Records excerpted from a collection

----------------

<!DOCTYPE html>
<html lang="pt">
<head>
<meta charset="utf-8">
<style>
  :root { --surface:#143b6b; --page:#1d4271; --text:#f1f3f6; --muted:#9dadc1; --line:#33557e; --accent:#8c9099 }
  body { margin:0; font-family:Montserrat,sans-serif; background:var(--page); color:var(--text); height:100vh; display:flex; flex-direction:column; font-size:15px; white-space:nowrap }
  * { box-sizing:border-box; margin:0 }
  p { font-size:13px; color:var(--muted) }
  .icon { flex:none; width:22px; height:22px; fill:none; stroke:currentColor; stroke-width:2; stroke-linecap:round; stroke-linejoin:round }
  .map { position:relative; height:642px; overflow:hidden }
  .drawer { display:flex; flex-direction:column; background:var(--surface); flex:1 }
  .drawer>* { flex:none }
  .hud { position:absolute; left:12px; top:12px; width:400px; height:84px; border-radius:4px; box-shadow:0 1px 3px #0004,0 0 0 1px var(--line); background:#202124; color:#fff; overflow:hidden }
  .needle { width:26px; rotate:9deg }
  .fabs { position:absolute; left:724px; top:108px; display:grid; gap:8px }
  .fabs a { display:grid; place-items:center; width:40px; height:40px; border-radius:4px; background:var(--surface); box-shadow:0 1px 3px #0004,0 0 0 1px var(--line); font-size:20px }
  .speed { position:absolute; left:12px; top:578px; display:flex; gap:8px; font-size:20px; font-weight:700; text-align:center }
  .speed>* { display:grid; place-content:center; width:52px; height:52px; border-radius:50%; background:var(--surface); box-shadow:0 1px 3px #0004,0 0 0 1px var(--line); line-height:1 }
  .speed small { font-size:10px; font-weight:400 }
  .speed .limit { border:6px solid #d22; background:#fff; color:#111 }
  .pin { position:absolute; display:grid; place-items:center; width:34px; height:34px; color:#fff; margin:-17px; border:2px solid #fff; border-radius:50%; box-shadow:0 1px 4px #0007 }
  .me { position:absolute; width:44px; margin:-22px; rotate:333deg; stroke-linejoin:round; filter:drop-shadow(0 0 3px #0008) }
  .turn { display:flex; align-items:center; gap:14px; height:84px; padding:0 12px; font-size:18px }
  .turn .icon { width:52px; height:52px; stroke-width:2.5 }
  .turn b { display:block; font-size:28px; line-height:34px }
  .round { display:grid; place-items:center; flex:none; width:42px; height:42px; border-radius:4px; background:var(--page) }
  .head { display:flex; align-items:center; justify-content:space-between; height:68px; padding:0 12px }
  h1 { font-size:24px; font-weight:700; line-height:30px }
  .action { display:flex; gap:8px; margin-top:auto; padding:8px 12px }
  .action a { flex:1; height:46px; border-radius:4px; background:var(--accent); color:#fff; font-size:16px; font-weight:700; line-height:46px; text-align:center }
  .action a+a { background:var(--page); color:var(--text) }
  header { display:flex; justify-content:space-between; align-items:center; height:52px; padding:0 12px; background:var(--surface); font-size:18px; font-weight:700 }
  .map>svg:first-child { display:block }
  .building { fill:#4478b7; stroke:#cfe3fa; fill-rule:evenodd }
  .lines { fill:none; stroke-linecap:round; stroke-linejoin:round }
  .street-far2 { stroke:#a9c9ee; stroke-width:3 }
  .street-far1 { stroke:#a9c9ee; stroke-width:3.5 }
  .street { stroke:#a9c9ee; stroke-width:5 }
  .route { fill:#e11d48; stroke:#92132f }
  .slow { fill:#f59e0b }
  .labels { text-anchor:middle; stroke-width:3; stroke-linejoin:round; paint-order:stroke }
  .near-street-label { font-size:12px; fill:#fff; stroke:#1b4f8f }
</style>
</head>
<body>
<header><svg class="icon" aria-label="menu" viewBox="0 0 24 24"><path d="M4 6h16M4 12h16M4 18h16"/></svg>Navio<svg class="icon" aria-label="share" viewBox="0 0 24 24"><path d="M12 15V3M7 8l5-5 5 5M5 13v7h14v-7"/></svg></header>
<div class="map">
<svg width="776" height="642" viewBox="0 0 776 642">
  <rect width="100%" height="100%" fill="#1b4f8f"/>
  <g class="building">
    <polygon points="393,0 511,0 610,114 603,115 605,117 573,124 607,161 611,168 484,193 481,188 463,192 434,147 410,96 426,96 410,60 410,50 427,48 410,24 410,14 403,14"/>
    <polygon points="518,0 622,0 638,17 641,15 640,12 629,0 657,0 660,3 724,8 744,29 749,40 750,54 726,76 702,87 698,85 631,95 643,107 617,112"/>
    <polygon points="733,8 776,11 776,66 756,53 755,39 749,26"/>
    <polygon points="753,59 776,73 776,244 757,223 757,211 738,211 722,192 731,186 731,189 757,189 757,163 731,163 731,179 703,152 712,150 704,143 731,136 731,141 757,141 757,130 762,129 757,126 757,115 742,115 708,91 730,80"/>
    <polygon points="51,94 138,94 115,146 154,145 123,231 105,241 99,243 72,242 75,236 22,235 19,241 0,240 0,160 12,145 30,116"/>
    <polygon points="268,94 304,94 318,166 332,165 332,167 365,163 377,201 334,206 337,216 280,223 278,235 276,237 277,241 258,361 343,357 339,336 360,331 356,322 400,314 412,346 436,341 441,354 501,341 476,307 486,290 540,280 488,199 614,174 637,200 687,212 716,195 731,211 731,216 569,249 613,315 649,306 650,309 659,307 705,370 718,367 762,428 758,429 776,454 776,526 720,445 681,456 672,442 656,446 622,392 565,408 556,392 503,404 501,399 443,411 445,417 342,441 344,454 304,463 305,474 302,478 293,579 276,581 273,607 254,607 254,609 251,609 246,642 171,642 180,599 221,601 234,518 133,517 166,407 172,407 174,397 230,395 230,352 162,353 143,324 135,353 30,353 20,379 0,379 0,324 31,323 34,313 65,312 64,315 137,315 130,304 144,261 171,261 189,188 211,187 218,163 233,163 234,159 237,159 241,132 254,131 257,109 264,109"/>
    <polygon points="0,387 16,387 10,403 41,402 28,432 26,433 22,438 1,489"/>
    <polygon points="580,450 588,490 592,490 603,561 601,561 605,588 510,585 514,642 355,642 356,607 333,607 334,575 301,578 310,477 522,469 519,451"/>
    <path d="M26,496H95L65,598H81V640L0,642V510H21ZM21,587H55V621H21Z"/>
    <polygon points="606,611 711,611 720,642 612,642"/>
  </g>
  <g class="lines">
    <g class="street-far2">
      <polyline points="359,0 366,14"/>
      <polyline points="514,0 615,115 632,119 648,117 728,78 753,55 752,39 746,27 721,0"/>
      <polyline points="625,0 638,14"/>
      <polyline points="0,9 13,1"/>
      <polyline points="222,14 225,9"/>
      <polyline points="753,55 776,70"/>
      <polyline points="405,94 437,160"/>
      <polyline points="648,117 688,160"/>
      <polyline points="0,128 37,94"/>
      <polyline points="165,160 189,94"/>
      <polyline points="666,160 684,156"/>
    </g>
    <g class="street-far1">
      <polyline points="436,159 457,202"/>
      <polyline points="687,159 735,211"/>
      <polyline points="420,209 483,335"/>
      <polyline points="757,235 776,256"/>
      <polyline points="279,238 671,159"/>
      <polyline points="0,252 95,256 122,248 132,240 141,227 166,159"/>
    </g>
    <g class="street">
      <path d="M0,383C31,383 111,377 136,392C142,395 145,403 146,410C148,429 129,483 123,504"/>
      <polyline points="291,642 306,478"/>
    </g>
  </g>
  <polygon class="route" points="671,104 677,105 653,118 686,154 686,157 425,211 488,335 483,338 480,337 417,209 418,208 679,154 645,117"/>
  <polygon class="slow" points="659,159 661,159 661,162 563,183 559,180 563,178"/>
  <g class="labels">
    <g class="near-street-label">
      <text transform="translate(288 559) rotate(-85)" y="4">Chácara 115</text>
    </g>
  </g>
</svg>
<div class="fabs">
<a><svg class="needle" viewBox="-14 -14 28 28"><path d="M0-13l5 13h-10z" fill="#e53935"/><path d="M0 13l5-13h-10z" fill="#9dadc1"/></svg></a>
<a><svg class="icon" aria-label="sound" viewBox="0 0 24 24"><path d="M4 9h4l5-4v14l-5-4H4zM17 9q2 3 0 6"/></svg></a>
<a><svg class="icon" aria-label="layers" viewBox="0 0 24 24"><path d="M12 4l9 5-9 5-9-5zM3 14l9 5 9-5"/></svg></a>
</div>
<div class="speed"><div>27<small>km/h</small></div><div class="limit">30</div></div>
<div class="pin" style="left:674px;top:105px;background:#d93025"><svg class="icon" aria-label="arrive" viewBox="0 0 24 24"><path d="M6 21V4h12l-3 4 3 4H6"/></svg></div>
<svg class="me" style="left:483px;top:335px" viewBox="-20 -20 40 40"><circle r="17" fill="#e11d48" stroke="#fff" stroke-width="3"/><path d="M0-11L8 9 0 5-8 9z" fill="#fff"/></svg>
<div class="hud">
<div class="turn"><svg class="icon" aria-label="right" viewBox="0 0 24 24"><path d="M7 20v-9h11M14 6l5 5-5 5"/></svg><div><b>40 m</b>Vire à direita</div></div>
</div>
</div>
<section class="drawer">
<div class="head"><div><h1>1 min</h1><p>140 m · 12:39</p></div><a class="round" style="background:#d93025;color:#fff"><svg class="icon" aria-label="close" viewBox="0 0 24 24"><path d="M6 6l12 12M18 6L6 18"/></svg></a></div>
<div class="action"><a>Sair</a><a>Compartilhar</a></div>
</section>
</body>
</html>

----------------

Taking the records from the top, repeat each line exactly until you have repeated the line that contains "position:absolute; left:724px; top:108px;".

## Response below
<!DOCTYPE html>
<html lang="pt">
<head>
<meta charset="utf-8">
<style>
  :root { --surface:#143b6b; --page:#1d4271; --text:#f1f3f6; --muted:#9dadc1; --line:#33557e; --accent:#8c9099 }
  body { margin:0; font-family:Montserrat,sans-serif; background:var(--page); color:var(--text); height:100vh; display:flex; flex-direction:column; font-size:15px; white-space:nowrap }
  * { box-sizing:border-box; margin:0 }
  p { font-size:13px; color:var(--muted) }
  .icon { flex:none; width:22px; height:22px; fill:none; stroke:currentColor; stroke-width:2; stroke-linecap:round; stroke-linejoin:round }
  .map { position:relative; height:642px; overflow:hidden }
  .drawer { display:flex; flex-direction:column; background:var(--surface); flex:1 }
  .drawer>* { flex:none }
  .hud { position:absolute; left:12px; top:12px; width:400px; height:84px; border-radius:4px; box-shadow:0 1px 3px #0004,0 0 0 1px var(--line); background:#202124; color:#fff; overflow:hidden }
  .needle { width:26px; rotate:9deg }
  .fabs { position:absolute; left:724px; top:108px; display:grid; gap:8px }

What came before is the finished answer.